Dataset section Block Start

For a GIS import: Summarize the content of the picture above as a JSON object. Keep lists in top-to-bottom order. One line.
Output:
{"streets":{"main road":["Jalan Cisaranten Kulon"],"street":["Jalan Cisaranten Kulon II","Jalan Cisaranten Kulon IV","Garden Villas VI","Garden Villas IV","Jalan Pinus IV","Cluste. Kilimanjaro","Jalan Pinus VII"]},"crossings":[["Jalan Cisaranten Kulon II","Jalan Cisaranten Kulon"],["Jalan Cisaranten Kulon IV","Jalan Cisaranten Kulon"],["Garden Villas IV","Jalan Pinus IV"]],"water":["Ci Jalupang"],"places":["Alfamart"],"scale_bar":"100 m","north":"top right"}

Dataset section Block End

■ **Task directions**: Nothing in the data may be left out; copy every line exactly.

■ **Final answer**:
For a GIS import: Summarize the content of the picture above as a JSON object. Keep lists in top-to-bottom order. One line.
Output:
{"streets":{"main road":["Jalan Cisaranten Kulon"],"street":["Jalan Cisaranten Kulon II","Jalan Cisaranten Kulon IV","Garden Villas VI","Garden Villas IV","Jalan Pinus IV","Cluste. Kilimanjaro","Jalan Pinus VII"]},"crossings":[["Jalan Cisaranten Kulon II","Jalan Cisaranten Kulon"],["Jalan Cisaranten Kulon IV","Jalan Cisaranten Kulon"],["Garden Villas IV","Jalan Pinus IV"]],"water":["Ci Jalupang"],"places":["Alfamart"],"scale_bar":"100 m","north":"top right"}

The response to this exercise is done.